Exercise data Start Marker

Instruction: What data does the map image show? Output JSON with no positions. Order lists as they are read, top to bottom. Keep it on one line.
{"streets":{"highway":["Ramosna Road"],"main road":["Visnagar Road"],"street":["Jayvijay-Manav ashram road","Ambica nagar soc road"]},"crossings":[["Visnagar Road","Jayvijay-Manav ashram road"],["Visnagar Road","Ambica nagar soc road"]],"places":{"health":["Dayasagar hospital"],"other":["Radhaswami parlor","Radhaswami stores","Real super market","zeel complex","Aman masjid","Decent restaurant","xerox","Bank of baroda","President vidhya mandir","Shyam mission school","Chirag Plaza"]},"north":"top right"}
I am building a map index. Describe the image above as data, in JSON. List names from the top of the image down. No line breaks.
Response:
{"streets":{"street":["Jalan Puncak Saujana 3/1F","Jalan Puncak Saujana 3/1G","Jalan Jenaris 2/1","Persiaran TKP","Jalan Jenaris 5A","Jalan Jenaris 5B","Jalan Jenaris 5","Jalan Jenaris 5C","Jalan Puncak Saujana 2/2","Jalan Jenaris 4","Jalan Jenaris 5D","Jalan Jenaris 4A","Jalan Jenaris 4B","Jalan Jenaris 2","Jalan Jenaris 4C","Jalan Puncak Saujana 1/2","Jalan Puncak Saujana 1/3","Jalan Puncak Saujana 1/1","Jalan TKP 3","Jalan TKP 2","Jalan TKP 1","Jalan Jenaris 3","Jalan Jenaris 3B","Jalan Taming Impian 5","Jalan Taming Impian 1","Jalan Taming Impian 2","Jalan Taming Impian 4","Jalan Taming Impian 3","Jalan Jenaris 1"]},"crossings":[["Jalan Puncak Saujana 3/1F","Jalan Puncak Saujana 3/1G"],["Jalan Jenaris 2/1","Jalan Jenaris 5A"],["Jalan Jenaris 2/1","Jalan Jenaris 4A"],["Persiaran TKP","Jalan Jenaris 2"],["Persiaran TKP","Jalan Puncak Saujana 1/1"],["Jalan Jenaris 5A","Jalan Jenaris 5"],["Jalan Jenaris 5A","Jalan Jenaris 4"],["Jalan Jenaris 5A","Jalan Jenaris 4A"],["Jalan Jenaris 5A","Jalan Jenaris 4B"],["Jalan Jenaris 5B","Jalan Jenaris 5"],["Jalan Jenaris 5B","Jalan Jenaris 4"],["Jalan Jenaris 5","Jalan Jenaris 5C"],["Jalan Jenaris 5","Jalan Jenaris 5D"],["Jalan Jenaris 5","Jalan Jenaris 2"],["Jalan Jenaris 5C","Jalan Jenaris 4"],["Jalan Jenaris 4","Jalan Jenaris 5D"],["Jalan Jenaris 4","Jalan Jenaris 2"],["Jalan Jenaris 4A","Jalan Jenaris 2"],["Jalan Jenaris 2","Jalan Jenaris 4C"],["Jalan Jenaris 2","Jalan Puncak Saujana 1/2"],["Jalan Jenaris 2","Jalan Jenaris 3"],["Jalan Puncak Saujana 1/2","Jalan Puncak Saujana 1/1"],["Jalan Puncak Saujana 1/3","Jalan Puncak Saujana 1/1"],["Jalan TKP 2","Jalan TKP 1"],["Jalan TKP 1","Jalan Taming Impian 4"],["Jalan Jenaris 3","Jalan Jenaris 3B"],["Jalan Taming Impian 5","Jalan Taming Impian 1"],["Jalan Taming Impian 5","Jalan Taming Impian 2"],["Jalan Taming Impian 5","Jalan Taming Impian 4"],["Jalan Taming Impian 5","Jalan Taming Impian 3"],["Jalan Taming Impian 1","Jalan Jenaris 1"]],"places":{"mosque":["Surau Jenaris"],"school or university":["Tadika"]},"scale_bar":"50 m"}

Exercise data End Marker

_Required work_
Set the listing above down again exactly.

_Answer area_
Instruction: What data does the map image show? Output JSON with no positions. Order lists as they are read, top to bottom. Keep it on one line.
{"streets":{"highway":["Ramosna Road"],"main road":["Visnagar Road"],"street":["Jayvijay-Manav ashram road","Ambica nagar soc road"]},"crossings":[["Visnagar Road","Jayvijay-Manav ashram road"],["Visnagar Road","Ambica nagar soc road"]],"places":{"health":["Dayasagar hospital"],"other":["Radhaswami parlor","Radhaswami stores","Real super market","zeel complex","Aman masjid","Decent restaurant","xerox","Bank of baroda","President vidhya mandir","Shyam mission school","Chirag Plaza"]},"north":"top right"}
I am building a map index. Describe the image above as data, in JSON. List names from the top of the image down. No line breaks.
Response:
{"streets":{"street":["Jalan Puncak Saujana 3/1F","Jalan Puncak Saujana 3/1G","Jalan Jenaris 2/1","Persiaran TKP","Jalan Jenaris 5A","Jalan Jenaris 5B","Jalan Jenaris 5","Jalan Jenaris 5C","Jalan Puncak Saujana 2/2","Jalan Jenaris 4","Jalan Jenaris 5D","Jalan Jenaris 4A","Jalan Jenaris 4B","Jalan Jenaris 2","Jalan Jenaris 4C","Jalan Puncak Saujana 1/2","Jalan Puncak Saujana 1/3","Jalan Puncak Saujana 1/1","Jalan TKP 3","Jalan TKP 2","Jalan TKP 1","Jalan Jenaris 3","Jalan Jenaris 3B","Jalan Taming Impian 5","Jalan Taming Impian 1","Jalan Taming Impian 2","Jalan Taming Impian 4","Jalan Taming Impian 3","Jalan Jenaris 1"]},"crossings":[["Jalan Puncak Saujana 3/1F","Jalan Puncak Saujana 3/1G"],["Jalan Jenaris 2/1","Jalan Jenaris 5A"],["Jalan Jenaris 2/1","Jalan Jenaris 4A"],["Persiaran TKP","Jalan Jenaris 2"],["Persiaran TKP","Jalan Puncak Saujana 1/1"],["Jalan Jenaris 5A","Jalan Jenaris 5"],["Jalan Jenaris 5A","Jalan Jenaris 4"],["Jalan Jenaris 5A","Jalan Jenaris 4A"],["Jalan Jenaris 5A","Jalan Jenaris 4B"],["Jalan Jenaris 5B","Jalan Jenaris 5"],["Jalan Jenaris 5B","Jalan Jenaris 4"],["Jalan Jenaris 5","Jalan Jenaris 5C"],["Jalan Jenaris 5","Jalan Jenaris 5D"],["Jalan Jenaris 5","Jalan Jenaris 2"],["Jalan Jenaris 5C","Jalan Jenaris 4"],["Jalan Jenaris 4","Jalan Jenaris 5D"],["Jalan Jenaris 4","Jalan Jenaris 2"],["Jalan Jenaris 4A","Jalan Jenaris 2"],["Jalan Jenaris 2","Jalan Jenaris 4C"],["Jalan Jenaris 2","Jalan Puncak Saujana 1/2"],["Jalan Jenaris 2","Jalan Jenaris 3"],["Jalan Puncak Saujana 1/2","Jalan Puncak Saujana 1/1"],["Jalan Puncak Saujana 1/3","Jalan Puncak Saujana 1/1"],["Jalan TKP 2","Jalan TKP 1"],["Jalan TKP 1","Jalan Taming Impian 4"],["Jalan Jenaris 3","Jalan Jenaris 3B"],["Jalan Taming Impian 5","Jalan Taming Impian 1"],["Jalan Taming Impian 5","Jalan Taming Impian 2"],["Jalan Taming Impian 5","Jalan Taming Impian 4"],["Jalan Taming Impian 5","Jalan Taming Impian 3"],["Jalan Taming Impian 1","Jalan Jenaris 1"]],"places":{"mosque":["Surau Jenaris"],"school or university":["Tadika"]},"scale_bar":"50 m"}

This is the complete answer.